Before one of the Warrant Committee meetings someone mentioned they heard a comment regarding the Milton Access TV coverage of the meetings that the committee lacked diversity. This certainly is up for debate but I have had the privilege of serving alongside dedicated men and women of the town on the committee. I am glad to say one person who made significant contributions is Kevin Cherry.
Kevin, who happens to be one of the two African Americans on the warrant committee, is not new to community service. Sitting down in one of the reading rooms of the library we chatted about his experience on the committee. (Yes, we talked in the library. We are both astounded by all the facility offers and remained respectful of other patrons. It made a great backdrop to thoughts of public service.)
Having served as budget director for Boston Public Schools, an executive at the South End Community Health Center, and now working as interim financial director for a Catholic school, Kevin contributes much experience and insight to the town’s budget process with his work as a financial management consultant.
Q: This is your first year on the Warrant Committee. What brought you to the committee?
KC: Yes, it’s the first year I have done this but I have served on other boards before. Mike Breen is a friend of mine and fellow BC High grad, he asked if I would think about getting involved. That led to me talking with Bob Hiss [Town Moderator] and eventually I was appointed. The appointment was the chance to learn how the town functions, how resources are allocated, and to meet the leaders of the town.
Q: Working with you on the committee I saw all the contributions you made with insightful comments and questions that got to the heart of matters, what would you say you are most proud of about your contributions?
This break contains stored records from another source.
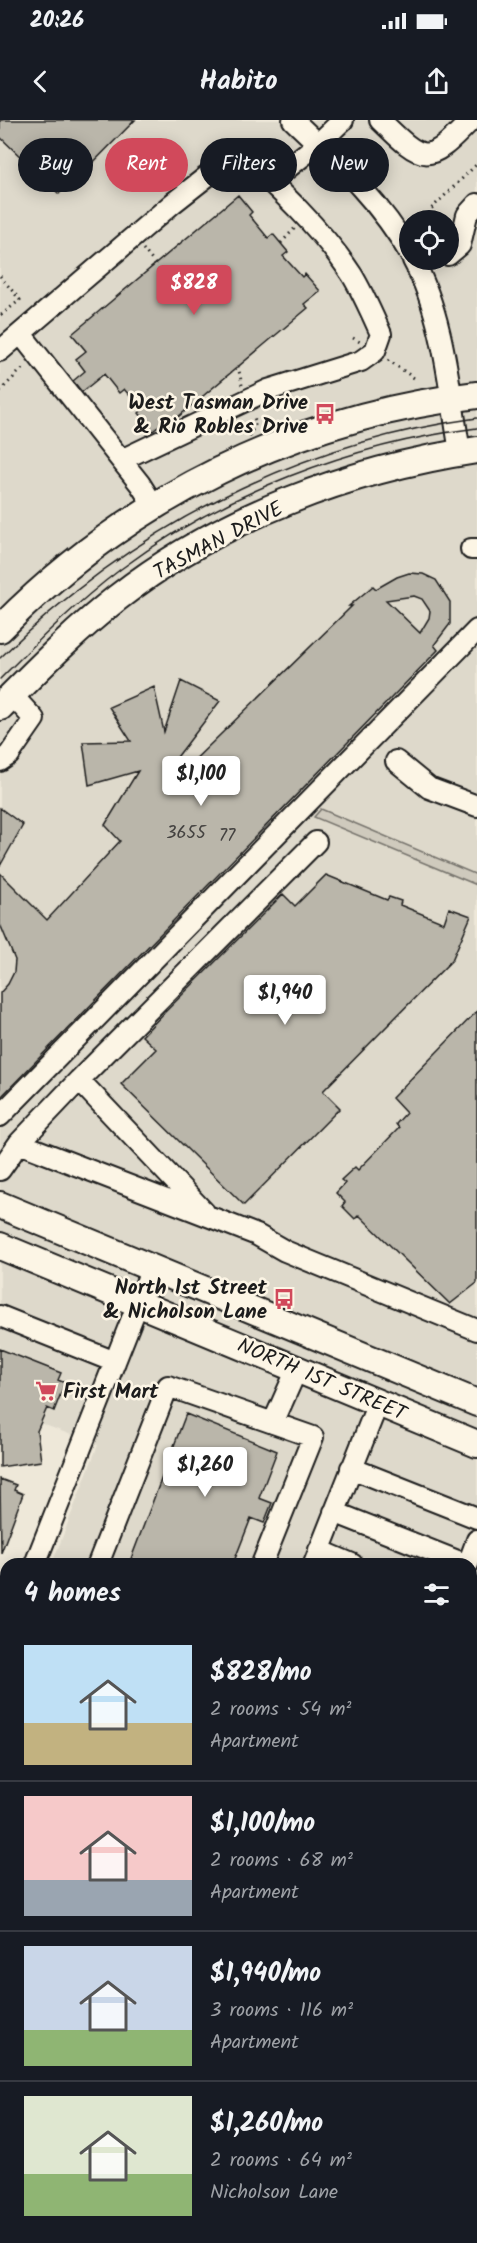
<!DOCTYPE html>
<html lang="en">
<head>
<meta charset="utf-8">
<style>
  :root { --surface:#171b24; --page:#242831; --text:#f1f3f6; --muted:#9ea1a6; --line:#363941; --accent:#d1495b }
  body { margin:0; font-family:Kalam,sans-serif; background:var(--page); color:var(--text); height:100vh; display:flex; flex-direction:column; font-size:22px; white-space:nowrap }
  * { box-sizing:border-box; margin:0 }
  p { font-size:20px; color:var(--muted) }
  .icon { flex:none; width:33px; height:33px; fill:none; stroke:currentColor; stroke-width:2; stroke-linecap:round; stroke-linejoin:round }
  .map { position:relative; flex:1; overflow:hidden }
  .drawer { position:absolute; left:0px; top:1438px; width:477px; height:686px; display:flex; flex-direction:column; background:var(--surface); border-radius:18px 18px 0 0; box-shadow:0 3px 15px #0003 }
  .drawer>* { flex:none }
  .top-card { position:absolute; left:18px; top:18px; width:441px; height:54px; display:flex; gap:12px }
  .fabs { position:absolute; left:399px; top:90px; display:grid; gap:12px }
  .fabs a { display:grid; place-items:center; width:60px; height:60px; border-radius:50%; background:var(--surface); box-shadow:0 3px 15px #0003; font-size:30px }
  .price { position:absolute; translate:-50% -51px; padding:0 14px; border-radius:6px; background:#fff; color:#222; font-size:20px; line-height:39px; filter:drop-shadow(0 2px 3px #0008) }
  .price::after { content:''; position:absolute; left:50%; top:36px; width:18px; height:14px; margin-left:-9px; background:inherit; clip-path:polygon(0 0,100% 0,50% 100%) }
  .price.current { background:var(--accent); color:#fff }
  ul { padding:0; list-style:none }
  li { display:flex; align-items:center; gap:18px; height:150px; padding:0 24px }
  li+li { border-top:2px solid var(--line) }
  li span { display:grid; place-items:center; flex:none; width:168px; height:120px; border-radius:0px; color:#555 }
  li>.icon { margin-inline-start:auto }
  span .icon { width:72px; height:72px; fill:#fffc; stroke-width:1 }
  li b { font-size:26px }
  h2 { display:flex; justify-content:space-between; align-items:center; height:72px; padding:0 24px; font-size:26px }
  .pill { padding:0 21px; border-radius:27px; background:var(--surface); box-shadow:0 3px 15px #0003; font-size:21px; line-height:54px }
  .pill.current { background:var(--accent); color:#fff }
  .status { display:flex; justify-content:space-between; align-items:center; height:42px; padding:0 30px; background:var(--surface); direction:ltr }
  .status svg { height:16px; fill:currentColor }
  header { display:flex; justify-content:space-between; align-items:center; height:78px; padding:0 24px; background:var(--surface); font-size:27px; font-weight:700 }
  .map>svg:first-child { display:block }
  .built { fill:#ded9cb; fill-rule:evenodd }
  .green { fill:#cfcabd; stroke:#76736c; stroke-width:1.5 }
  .building { fill:#bab6aa; stroke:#1c1c1c; stroke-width:1.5; fill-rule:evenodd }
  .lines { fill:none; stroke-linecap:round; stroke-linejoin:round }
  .minor-casing { stroke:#1c1c1c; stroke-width:24 }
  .major-casing { stroke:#1c1c1c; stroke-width:30 }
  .path { stroke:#1c1c1c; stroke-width:3; stroke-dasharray:1.5 4.5; stroke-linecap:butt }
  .minor { stroke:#fcf5e5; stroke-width:20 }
  .major { stroke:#fcf5e5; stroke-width:26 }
  .tram { stroke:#1c1c1c; stroke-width:1.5 }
  .labels { text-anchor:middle; stroke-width:5; stroke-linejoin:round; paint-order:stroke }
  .number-label { font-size:18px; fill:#444240 }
  .poi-label { font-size:21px; font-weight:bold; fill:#1c1c1c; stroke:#fcf5e5; text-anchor:end }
  .street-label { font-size:21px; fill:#1c1c1c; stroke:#fcf5e5 }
</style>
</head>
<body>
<div class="status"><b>20:26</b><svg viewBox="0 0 49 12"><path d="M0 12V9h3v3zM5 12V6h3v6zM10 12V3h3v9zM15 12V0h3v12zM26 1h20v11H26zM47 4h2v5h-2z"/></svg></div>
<header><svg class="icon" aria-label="back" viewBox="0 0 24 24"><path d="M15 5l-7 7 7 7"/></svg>Habito<svg class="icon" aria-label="share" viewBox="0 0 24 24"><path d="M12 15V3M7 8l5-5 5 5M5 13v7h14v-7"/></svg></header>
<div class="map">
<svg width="477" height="2123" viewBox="0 0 477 2123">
  <rect width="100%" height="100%" fill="#eee8d9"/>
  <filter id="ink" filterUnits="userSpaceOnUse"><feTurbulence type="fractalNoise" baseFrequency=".0167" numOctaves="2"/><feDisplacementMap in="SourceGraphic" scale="12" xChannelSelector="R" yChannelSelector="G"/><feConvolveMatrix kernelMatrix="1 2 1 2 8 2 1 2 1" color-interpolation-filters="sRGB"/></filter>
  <g filter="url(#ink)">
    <path class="built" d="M0 0H477V2123H151L132 2118H471V1444H52L98 1325 0 1288ZM410 100H448V140H410Z
      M6 1561V2084L0 2083V1577Z"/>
    <path class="green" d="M321 689 477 755V765L314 697Z"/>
    <path class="building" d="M0 0H135L75 61 73 59 59 74 0 17Z
      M238 75 252 92 249 95 268 118 273 114 288 132 283 136 302 157 305 154 320 171 304 184 308 188 172 302 168 298 153 311 139 293 142 290 124 269 119 273 104 254 82 272 73 261 85 251 76 239 86 231 72 214Z
      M409 453 423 454 436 460 450 482V504L434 525 438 530 0 978V873L8 864 14 852 15 840 0 804V753L47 800 120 721 105 705 138 651 89 665 83 622 131 621 109 587 154 567 164 612 181 561 220 581 168 649 177 657 352 486H349L373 466 376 469 397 457ZM414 476 422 479 430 491 429 498 420 513 386 480Z
      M0 688 23 705 0 746Z
      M326 755 387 780 389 777 401 781 400 785 444 803 449 788 471 796 452 840 323 971 340 988 244 1085 121 964 156 929 142 916 164 893 283 774 295 786Z
      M477 891V1163L450 1184 359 1095 355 1099 342 1086 345 1082 336 1073 345 1063 341 1060 355 1047 358 1050 399 1008 396 1004 406 993 392 978Z
      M0 1229 61 1253 58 1260 65 1263 54 1291 47 1288 37 1311 41 1341 0 1347Z
      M186 1294 277 1331 259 1378 272 1383 264 1403 251 1398 233 1444H129Z
      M0 1359 16 1365 14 1370 23 1374 1 1433Z"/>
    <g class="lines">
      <defs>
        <path id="minor" d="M293 0C336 41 381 82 410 134
          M380 0C424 43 427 46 471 0
          M271 61 318 24 343 0
          M448 135 460 125 467 95 477 84
          M413 140C444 197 449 268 460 332
          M21 214 140 364 154 386
          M0 231 173 83 238 32C278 68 322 109 352 155 363 173 372 194 381 214L375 231 361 241 268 270 121 340
          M471 429H477
          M0 641 9 635 34 599 12 575
          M396 641 429 668 477 686
          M79 960 205 1093
          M0 996 477 510
          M19 1023 257 1115 285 1131 477 1210
          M0 1050 19 1023 79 960 316 722
          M0 1196 115 1242
          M273 1303 297 1249
          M351 1348 477 1398
          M334 1392 465 1444
          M319 1430 352 1444
          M35 1444 152 1148
          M98 1444 168 1266 313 1317 262 1444
          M314 1444 378 1283
          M468 1444 477 1420
          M471 1521 477 1507
          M0 1534 6 1519
          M471 1576 477 1562
          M0 1694 6 1679
          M471 1758 477 1761
          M0 1785 6 1787
          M471 1806 477 1809
          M471 1855 477 1858
          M471 2026 477 2012
          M0 2063 6 2064
          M471 2091 477 2093
          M231 2118 252 2123
          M397 2118 416 2123
          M432 2123 434 2118"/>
        <path id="major" d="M0 509C128 378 296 296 477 275
          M0 587C38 549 75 511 117 478 219 398 350 349 477 330
          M0 1085 477 1283
          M0 1126 477 1324"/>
      </defs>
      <use href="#minor" class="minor-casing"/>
      <use href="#major" class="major-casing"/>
      <path class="path" d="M429 100 431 89 477 44
        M281 123 295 108
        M143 129 155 144
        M0 156 20 180 0 196
        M353 218 360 222
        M388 240 414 258
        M238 246 242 265
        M0 271 23 248
        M249 316 256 303 253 295"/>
      <use href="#minor" class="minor"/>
      <use href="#major" class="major"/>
      <path class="tram" d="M0 538C131 409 294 323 477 298
        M0 559C39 520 77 482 121 449 223 373 351 324 477 308"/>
    </g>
  </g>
  <defs>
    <symbol id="bus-bare" viewBox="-9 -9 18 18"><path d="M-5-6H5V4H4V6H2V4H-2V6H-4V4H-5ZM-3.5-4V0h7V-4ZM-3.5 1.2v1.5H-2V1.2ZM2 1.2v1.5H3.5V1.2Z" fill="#d1495b" stroke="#fcf5e5" stroke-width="2.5" paint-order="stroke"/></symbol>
    <symbol id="supermarket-bare" viewBox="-9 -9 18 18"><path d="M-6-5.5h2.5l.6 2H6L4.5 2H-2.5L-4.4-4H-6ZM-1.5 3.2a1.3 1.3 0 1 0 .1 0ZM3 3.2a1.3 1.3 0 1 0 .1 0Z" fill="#d1495b" stroke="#fcf5e5" stroke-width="2.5" paint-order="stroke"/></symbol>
  </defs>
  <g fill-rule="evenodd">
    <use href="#bus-bare" x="310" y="279" width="30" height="30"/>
    <use href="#bus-bare" x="269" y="1164" width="30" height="30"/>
    <use href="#supermarket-bare" x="31" y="1256" width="30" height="30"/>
  </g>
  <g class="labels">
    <g class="number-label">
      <text x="186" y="718">3655</text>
      <text x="227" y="721">77</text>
    </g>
    <g class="poi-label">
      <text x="308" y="289">West Tasman Drive<tspan x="308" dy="24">&amp; Rio Robles Drive</tspan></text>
      <text x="267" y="1174">North 1st Street<tspan x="267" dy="24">&amp; Nicholson Lane</tspan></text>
      <text x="63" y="1278" text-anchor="start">First Mart</text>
    </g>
    <g class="street-label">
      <text transform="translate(218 420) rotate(-28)" y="7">TASMAN DRIVE</text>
      <text transform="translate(322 1259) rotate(23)" y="7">NORTH 1ST STREET</text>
    </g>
  </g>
</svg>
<div class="fabs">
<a><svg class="icon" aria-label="locate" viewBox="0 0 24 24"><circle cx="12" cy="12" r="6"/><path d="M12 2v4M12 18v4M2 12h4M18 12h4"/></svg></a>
</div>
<b class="price current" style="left:194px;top:196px">$828</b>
<b class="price" style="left:201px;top:687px">$1,100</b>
<b class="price" style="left:285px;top:906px">$1,940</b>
<b class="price" style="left:205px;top:1378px">$1,260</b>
<div class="top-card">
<a class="pill">Buy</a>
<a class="pill current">Rent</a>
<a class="pill">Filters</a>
<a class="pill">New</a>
</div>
<section class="drawer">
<h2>4 homes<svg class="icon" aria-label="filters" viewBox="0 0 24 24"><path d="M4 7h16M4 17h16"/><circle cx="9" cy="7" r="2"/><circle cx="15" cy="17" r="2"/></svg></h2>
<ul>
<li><span style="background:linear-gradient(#bfe0f5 65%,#c2b280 0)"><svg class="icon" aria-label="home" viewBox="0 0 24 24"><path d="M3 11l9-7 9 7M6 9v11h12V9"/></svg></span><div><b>$828/mo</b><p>2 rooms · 54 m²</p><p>Apartment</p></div></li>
<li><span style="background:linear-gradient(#f6c9c9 70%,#9aa5b1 0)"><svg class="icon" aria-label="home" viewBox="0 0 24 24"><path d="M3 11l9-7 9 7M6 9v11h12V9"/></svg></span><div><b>$1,100/mo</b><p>2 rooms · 68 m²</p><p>Apartment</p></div></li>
<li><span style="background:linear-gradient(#c9d6e8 70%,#8fb573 0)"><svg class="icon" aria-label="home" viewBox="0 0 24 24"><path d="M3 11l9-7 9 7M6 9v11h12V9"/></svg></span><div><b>$1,940/mo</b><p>3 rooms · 116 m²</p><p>Apartment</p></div></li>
<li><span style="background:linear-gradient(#dfe7d0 65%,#8fb573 0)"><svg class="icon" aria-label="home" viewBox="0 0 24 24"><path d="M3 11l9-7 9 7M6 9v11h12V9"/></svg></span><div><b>$1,260/mo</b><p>2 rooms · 64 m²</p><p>Nicholson Lane</p></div></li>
</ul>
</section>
</div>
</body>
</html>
KC: As I always say, you will get out of it as much as you put into it. I read through the materials and worked to be as prepared as possible. I asked good questions to learn about the different departments. I think as a group we were well prepared. We have a lot to be proud of.
Q: Is there anything you think we could have done better?
KC: Perhaps we could have documented the process better. Documenting what is expected of members would be helpful to new members in the future. I like that there were several members who were there previously. That helped a lot. I think it is also important to also have new members who can bring new insights. It was not always clear what was being asked of us new people. It could be more detailed. George Ashur [Warrant Committee Chairman] did a great job organizing and keeping things moving. It was his first year, too.
Q: So your first year went well?
KC: I loved the experience. I would recommend it.
Q: It was mentioned that the committee did not seem very diverse. Any thoughts?
KC: I was at every meeting. I saw the people working hard and think it is a diverse body. The make up of the committee is important. We had diversity of thought and people.
Q: The Board of Selectmen are changing. Do you think this will affect the Warrant Committee?
KC: We have a strong Town Administrator now. Michael Dennehy was a great help to the committee. He and Amy Dexter [Town Accountant] put together the budget for us to review and provided all the needed information. That made the process easier. I think the relations between the Warrant Committee and the Town Administrator will be better. The TA will offer advice and answer questions so the relationship will strengthen, making the financial responsibility even better.
I appreciate the chance to sit down with Kevin outside the committee to get his insights. His efforts, along with George Ashur and the rest of the committee, deserve I hope his example inspires others to consider community service.
My last question to Kevin was is he looking forward to Town Meeting. He answered, “I am looking forward to it. It will be good to gauge the response to the committee for the work we do. It gives a sense of how the town appreciates the work. It can be an affirmation. And we will see if the community supports our decisions.”